Theories of Production

According to Koskela , there are three production theories for creating products and services:

  1. Transformation
  2. Value generation
  3. Flow

The transformation theory, which is based on input, process and output (IPO) is the dominant production theory in use today. It is reductionist, it breaks down every process into individual tasks performed by specialists. Activities are tightly organized and controlled; it is consistent with Scientific Management and traditional cost accounting. It seeks to optimize the entire production phase by optimizing each individual task, assuming that minimizing the effort and cost of each task translates directly to maximum throughput and customer value.

Value generation focuses on delivering maximum value to the customer. All tasks and activities are measured and evaluated based on this concept. Activities that don't deliver value are not performed. Production efficiency is redefined as the efficient delivery of value to the customer. There is a strong focus on quality. If the customer does not want or value what is delivered, then activities that lead to these outcomes are considered waste. The theory is based on the assumption that a value focus will optimize the overall process of value delivery and lead to process optimization based on the larger context of value generation. The theory has a focus on quality, profits and ROI, not costs. Note that a process which transformation theory might consider efficient and successful, might be judged from the value generation point of view as a failure.

Flow is focused on realizing value quickly, minimizing inventory and reducing the total latency of production. Fast turnaround lets the market control what is wanted. Production does not occur unless there is a specific request for a product or a very strong expectation of such a request. Flow seeks to increase the tempo of production.

These three theories are very interesting and have many implications. For example, the Chinese economy is successful because it is a source of low cost inputs, maximizing value according to the transformation theory of production. The Chinese production model however, greatly slows down flow and can result in tremendous waste, since customer value is not a focus. By contrast, Japanese companies as exemplified by Toyota above all, focus on value generation and flow. These companies are not afraid to locate in high cost locations, because they know that the cost of inputs is not the only thing that is valuable to control. High cost locations are able to achieve faster flow and realize higher customer value (and therefore higher profits).

Recent data about China has started to raise questions about the performance of the Chinese economy. Chinese companies and operations are not turning out to be as profitable as might be expected, and companies in the Western world with high input costs, that focus on flow and value generation are able to compete with these companies.

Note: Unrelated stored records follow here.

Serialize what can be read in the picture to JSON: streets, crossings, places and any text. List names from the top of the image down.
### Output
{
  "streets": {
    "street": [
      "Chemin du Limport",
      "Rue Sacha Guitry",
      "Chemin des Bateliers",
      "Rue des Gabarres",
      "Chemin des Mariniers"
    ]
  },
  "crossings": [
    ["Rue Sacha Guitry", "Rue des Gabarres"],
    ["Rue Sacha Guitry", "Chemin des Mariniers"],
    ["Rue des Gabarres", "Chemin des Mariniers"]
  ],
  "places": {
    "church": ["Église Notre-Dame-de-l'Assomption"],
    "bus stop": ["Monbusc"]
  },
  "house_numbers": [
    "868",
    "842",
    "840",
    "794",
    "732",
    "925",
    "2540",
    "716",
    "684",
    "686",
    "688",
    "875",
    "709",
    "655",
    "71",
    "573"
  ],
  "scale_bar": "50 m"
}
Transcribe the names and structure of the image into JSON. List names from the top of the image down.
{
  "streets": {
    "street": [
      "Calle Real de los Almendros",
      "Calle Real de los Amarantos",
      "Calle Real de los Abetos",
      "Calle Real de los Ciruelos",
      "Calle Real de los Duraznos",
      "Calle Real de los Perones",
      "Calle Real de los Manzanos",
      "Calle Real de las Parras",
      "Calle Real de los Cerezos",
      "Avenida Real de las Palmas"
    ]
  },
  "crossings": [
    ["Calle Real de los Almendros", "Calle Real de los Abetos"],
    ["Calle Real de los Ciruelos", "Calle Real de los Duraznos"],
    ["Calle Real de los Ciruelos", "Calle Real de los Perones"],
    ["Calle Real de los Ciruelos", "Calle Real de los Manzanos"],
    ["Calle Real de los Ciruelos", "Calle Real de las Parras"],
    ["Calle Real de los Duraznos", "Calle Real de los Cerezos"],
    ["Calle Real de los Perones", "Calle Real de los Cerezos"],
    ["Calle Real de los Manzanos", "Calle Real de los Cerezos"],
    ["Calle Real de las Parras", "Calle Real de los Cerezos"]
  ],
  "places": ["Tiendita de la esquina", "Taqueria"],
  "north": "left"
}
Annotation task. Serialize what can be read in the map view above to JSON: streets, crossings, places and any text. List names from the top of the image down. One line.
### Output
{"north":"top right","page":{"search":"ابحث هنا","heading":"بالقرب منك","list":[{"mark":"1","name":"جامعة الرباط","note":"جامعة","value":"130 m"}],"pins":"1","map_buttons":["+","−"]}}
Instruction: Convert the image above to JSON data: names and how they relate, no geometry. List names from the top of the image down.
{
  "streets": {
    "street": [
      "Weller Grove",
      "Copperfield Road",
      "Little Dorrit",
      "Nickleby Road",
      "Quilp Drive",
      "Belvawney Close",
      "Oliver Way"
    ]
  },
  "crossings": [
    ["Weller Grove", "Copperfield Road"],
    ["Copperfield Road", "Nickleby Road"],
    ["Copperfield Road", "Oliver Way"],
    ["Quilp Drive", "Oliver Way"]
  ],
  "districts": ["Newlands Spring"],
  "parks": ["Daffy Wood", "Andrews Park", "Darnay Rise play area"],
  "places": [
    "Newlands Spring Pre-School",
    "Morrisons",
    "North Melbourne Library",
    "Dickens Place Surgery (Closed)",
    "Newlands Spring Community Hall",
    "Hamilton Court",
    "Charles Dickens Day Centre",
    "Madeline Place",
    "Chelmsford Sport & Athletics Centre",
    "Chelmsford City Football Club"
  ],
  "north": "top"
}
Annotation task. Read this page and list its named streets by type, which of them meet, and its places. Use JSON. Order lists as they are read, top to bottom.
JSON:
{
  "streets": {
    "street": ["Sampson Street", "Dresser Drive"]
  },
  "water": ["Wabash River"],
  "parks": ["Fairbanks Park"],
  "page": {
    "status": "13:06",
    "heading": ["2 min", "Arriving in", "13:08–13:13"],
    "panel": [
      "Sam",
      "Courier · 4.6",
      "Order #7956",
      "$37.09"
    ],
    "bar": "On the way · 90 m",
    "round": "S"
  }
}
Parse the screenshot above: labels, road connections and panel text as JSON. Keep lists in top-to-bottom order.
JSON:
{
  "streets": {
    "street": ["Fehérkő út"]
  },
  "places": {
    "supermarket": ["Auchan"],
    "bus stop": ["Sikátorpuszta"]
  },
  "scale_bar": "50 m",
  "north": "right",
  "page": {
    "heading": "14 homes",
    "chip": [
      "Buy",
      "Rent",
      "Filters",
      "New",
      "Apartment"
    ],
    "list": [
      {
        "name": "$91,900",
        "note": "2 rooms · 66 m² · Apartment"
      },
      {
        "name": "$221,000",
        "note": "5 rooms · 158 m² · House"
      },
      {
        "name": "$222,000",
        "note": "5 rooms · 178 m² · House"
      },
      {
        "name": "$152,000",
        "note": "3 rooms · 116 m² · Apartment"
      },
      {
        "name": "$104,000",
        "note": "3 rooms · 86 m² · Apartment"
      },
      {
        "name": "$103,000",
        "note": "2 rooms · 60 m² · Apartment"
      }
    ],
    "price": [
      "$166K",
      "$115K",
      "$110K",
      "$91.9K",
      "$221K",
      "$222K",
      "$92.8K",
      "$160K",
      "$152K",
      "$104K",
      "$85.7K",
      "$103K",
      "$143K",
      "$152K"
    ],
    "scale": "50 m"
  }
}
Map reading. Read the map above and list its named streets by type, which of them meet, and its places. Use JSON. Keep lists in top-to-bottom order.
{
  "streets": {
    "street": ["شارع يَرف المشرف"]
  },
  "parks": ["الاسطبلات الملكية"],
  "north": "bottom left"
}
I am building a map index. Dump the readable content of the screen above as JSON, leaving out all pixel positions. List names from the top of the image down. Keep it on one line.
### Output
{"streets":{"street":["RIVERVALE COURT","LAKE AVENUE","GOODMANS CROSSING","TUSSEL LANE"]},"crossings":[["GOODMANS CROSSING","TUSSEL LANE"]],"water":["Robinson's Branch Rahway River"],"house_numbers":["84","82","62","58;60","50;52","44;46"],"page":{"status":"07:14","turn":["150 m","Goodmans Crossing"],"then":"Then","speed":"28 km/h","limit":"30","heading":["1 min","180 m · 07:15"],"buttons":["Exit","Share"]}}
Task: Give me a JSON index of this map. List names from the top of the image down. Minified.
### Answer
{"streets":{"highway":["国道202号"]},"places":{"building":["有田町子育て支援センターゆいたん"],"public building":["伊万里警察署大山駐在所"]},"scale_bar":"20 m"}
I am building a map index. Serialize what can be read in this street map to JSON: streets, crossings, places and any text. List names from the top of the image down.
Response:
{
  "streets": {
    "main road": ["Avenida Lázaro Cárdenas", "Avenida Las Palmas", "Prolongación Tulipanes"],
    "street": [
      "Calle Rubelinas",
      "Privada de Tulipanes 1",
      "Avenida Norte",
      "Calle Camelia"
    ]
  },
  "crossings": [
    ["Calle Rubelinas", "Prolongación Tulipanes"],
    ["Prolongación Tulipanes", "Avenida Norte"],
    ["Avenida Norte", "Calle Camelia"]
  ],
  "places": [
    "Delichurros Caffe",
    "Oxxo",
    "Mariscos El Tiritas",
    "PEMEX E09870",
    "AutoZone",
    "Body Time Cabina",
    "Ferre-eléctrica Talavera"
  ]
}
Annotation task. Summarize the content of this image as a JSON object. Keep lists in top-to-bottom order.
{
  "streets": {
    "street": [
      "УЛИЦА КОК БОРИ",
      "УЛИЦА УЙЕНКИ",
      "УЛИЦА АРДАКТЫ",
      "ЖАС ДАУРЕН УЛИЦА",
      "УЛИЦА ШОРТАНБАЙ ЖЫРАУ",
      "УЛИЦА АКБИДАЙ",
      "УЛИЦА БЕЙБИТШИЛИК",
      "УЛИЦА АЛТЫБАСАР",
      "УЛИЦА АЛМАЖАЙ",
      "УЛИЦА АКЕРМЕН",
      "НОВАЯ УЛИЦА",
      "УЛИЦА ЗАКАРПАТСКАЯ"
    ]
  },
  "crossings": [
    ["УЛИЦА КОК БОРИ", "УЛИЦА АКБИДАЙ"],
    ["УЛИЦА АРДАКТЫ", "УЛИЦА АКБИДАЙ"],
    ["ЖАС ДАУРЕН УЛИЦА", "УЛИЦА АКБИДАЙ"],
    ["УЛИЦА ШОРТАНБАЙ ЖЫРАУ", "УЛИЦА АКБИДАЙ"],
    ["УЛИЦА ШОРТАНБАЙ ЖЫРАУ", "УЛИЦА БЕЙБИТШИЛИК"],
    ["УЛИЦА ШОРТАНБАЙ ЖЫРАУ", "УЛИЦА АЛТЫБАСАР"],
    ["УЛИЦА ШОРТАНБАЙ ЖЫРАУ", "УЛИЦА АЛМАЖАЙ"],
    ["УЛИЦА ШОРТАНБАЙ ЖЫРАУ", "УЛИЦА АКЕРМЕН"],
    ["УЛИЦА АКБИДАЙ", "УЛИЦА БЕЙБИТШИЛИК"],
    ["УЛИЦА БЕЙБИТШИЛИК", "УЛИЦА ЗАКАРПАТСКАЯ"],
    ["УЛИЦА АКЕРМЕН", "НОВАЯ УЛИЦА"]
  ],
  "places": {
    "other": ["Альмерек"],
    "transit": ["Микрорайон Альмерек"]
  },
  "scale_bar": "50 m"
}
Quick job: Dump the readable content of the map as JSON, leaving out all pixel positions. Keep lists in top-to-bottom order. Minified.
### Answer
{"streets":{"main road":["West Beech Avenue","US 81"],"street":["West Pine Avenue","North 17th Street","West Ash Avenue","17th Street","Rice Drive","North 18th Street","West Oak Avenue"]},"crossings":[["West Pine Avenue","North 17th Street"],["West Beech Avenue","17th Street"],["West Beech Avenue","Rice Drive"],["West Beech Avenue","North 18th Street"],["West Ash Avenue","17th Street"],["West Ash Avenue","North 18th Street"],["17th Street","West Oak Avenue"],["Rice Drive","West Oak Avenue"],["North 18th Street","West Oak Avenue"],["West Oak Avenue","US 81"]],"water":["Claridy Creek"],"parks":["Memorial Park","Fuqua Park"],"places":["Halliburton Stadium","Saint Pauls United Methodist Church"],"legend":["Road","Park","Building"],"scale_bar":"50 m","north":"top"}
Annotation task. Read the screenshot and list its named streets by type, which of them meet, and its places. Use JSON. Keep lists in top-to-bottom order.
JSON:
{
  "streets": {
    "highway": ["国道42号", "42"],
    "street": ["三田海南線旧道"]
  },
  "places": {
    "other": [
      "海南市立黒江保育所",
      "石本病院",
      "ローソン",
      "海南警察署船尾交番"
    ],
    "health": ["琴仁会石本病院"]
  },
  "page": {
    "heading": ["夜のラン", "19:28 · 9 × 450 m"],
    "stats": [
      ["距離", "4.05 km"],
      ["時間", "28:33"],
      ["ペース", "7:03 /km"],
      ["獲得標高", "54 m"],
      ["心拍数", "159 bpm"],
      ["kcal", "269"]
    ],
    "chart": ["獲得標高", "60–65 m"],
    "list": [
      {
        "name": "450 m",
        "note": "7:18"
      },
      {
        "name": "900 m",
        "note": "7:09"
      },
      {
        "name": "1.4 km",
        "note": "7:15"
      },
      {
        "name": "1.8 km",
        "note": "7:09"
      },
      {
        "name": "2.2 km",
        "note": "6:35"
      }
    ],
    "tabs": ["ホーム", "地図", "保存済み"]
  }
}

Outsourcing of services is another instance, where these theories of prodcution have unexpected ramifications. Outsourcing is about reducing the cost of inputs and therefore reducing the cost of specific tasks, but flow and customer value creation are reduced, due to time lags, cultural issues and communication difficulties. On balance, outsourcing may not deliver the benefits its advocates expect and there are some indications that companies are starting to realize this.